When I gave my boss my regrets that I wouldn't be able to attend the gathering, he replied, "Well, in past years, even if somebody couldn't come, they paid anyway." I am not a freeloader, and I indeed did not attend, but my boss just asked me for the second time since the party when I would be paying my share, and I am furious.

GENTLE READER: Miss Manners hates to rush the season, but it's time to get ready for next year's party.

See if you can build an informal consensus, not only of managers but among the staff, for giving everyone an afternoon off in honor of the holiday, instead of a party that intrudes on time they might otherwise spend with their families and friends. You may need to show your good faith by paying this year's blackmail, but it will be worth it. You would be doing everyone a favor.

However, it might be enough just to tell your boss your plan to find out whether this might work better. As he realizes that the cost of time off will come from the business itself, he may be very ready to tell you to forget about the $75.

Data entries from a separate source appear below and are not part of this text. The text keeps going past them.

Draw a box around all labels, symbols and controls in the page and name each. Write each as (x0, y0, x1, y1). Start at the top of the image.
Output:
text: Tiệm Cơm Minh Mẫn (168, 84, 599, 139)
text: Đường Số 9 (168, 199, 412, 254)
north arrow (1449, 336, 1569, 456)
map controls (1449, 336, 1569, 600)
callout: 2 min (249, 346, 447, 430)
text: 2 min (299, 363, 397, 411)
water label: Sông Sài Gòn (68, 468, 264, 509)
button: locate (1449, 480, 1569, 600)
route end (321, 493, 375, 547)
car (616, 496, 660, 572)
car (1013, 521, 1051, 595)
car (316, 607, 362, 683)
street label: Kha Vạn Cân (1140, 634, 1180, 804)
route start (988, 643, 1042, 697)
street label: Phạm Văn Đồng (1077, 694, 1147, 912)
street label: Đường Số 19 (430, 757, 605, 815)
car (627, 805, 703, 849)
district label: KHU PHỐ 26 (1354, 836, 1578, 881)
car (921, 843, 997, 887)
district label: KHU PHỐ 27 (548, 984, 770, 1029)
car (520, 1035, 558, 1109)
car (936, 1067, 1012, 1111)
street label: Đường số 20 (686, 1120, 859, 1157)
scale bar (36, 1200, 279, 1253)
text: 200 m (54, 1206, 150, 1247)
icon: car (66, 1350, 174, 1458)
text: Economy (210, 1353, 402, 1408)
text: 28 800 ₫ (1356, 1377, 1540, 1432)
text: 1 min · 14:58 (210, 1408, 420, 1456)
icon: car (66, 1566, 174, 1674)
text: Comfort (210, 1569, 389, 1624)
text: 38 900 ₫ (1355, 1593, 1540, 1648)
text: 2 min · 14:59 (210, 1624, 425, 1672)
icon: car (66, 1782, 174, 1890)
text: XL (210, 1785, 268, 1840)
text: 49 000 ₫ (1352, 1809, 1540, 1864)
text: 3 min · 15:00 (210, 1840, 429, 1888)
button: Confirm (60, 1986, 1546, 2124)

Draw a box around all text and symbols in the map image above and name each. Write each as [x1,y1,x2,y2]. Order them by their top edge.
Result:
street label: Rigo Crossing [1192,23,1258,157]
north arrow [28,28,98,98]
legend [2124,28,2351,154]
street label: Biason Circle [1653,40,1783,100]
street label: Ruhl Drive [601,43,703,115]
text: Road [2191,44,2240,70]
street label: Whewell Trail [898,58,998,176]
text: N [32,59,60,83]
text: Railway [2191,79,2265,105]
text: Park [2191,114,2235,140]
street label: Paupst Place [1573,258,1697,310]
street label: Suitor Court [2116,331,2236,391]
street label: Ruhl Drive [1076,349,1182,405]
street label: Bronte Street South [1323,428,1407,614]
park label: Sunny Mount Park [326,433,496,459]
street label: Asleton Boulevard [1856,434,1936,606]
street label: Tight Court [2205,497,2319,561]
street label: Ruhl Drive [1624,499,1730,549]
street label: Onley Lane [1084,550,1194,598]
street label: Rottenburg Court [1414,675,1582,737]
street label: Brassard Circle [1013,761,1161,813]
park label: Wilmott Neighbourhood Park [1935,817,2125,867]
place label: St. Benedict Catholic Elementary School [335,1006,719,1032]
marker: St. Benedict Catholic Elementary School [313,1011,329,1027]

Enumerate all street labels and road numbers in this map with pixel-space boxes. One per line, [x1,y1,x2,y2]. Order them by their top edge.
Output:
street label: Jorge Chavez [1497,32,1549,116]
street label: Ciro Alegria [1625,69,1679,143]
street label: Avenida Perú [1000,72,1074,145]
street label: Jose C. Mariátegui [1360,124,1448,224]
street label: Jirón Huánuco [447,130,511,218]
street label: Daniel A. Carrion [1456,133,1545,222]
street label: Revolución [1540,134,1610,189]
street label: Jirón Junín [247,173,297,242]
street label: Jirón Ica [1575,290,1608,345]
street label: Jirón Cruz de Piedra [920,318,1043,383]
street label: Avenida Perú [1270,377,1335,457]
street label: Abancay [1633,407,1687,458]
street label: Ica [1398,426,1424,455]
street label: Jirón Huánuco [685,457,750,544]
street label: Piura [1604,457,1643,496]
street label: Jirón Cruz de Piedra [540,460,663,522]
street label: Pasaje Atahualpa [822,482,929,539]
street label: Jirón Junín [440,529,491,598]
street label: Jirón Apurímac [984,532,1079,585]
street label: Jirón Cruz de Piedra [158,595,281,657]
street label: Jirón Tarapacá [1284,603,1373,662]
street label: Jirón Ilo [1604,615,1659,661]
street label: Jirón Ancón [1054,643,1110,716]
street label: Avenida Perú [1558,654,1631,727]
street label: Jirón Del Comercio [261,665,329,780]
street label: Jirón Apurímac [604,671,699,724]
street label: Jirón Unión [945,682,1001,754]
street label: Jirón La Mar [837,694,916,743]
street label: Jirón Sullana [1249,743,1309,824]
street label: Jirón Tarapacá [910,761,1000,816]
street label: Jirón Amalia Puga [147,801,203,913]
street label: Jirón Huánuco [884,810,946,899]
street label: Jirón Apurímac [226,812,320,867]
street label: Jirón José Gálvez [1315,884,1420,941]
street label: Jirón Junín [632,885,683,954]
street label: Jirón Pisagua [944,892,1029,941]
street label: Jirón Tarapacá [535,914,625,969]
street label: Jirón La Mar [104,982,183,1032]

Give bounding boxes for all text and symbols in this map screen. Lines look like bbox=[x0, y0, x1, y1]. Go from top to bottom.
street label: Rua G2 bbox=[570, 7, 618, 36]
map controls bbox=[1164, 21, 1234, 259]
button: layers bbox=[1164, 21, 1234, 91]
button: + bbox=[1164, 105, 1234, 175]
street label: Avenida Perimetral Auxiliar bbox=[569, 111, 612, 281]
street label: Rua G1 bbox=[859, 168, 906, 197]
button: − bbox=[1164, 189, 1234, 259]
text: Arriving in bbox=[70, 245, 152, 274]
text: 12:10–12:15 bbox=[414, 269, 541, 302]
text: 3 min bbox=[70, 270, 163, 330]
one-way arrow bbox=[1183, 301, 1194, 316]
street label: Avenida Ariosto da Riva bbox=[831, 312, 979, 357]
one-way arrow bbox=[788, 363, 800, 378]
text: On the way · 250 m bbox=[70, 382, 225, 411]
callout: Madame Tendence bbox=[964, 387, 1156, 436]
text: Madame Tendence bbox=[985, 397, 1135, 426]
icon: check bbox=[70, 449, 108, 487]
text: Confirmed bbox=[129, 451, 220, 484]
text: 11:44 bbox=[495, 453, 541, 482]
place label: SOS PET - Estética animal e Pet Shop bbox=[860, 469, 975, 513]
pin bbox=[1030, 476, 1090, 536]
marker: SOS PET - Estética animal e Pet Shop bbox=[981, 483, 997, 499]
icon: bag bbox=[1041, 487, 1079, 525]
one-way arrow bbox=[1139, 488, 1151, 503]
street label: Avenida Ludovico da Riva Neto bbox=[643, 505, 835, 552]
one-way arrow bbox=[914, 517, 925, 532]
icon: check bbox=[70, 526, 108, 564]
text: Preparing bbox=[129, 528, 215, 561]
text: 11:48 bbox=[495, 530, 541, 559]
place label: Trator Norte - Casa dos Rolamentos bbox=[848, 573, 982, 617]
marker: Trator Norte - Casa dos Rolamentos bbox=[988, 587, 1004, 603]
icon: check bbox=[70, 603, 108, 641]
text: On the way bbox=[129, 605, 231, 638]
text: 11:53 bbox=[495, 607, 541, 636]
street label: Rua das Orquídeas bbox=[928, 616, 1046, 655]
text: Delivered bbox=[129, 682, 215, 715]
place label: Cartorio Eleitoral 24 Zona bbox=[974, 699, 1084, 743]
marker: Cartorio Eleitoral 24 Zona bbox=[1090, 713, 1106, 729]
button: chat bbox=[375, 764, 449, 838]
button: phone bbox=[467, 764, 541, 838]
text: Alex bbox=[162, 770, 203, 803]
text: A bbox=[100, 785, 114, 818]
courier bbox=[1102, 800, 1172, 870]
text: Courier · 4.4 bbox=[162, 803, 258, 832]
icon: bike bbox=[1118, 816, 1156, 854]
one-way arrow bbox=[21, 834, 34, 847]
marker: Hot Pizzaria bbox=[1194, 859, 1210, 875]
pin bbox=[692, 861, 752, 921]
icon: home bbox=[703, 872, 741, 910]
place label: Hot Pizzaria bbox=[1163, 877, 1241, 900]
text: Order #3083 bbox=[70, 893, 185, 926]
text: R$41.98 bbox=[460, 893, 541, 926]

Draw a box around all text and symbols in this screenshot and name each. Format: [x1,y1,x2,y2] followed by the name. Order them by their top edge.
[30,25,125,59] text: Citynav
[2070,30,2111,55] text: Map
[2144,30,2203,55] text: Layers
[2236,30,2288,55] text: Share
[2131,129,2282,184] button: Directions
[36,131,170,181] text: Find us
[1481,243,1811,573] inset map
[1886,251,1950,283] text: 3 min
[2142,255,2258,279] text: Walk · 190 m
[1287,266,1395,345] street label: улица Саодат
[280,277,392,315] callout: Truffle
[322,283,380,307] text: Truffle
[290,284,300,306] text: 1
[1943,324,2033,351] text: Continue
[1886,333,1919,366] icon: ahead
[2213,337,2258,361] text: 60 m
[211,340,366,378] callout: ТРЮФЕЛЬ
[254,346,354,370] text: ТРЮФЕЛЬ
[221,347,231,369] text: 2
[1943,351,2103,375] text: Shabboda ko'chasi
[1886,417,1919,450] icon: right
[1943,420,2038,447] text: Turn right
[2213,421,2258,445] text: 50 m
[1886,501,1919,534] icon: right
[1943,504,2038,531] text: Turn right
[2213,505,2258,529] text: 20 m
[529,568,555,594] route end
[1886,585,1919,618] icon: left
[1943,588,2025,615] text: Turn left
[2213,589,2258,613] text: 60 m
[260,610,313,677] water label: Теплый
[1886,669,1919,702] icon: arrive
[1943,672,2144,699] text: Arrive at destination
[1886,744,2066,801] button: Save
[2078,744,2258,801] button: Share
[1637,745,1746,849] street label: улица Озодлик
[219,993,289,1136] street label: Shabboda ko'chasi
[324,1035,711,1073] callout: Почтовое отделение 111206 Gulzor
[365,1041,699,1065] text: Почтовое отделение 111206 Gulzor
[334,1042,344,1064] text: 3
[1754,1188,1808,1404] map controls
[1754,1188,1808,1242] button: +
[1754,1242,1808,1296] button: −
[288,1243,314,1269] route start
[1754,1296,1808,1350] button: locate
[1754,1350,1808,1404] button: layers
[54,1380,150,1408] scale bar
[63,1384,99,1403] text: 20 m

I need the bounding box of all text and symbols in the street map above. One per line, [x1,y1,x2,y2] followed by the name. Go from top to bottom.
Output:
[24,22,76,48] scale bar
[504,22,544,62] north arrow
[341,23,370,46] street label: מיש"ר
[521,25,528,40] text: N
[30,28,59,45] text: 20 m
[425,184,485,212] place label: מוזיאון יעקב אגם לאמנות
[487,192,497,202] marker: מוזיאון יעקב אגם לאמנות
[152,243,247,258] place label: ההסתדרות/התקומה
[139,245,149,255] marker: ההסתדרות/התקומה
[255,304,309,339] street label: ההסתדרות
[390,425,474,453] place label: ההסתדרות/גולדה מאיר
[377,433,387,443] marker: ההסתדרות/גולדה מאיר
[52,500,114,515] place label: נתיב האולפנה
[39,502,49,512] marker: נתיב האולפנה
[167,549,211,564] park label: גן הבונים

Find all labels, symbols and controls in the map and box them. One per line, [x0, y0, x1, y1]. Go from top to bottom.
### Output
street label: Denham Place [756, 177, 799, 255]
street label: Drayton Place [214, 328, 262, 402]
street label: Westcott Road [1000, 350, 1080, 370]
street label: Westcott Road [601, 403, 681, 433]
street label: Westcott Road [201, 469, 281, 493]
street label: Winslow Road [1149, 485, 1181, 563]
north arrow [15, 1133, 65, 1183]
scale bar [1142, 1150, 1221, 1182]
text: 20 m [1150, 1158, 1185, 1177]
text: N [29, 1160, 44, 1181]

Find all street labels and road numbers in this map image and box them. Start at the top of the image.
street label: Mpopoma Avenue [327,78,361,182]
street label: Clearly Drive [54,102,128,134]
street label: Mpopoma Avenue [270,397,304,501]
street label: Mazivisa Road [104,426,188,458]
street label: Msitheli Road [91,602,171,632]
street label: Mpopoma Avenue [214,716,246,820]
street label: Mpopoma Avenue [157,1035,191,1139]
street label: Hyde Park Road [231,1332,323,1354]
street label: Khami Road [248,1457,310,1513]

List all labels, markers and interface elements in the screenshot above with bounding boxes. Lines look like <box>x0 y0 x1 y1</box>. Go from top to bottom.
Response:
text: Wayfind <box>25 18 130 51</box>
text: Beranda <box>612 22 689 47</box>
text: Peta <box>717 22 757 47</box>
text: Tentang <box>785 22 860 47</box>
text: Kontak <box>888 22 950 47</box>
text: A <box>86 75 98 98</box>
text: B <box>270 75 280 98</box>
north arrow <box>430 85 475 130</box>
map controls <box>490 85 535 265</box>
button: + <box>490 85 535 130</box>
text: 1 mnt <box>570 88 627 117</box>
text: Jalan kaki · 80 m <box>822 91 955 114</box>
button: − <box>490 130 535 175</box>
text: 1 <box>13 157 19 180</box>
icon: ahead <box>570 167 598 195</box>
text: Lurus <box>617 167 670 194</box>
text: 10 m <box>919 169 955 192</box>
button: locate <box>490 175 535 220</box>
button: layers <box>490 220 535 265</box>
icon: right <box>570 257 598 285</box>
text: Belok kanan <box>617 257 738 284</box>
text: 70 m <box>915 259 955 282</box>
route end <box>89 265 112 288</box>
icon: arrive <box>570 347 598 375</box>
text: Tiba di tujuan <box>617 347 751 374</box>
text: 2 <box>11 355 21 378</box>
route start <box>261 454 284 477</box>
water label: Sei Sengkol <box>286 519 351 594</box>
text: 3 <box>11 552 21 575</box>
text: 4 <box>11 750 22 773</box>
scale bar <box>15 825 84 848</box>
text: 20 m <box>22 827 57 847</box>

DEAR MISS MANNERS: I don't drink wine and rarely serve it. My niece's French husband found it strange -- impolite? -- that when he brought me a bottle of wine, I didn't open it immediately. Other times, guests bring wine to a dinner party, and one bottle would not serve everyone. Must I open and share it?

GENTLE READER: Miss Manners does not blame your nephew-in-law for finding this habit strange, not because he is French -- and is more likely to have been taught to bring flowers -- but because it is silly.

Of course you can't use one bottle for a lot of guests, which is why it is not a good present to hand over before dinner. The polite host accepts such a present gracefully and puts it aside, saying, "Thank you, I will think of you when we enjoy this."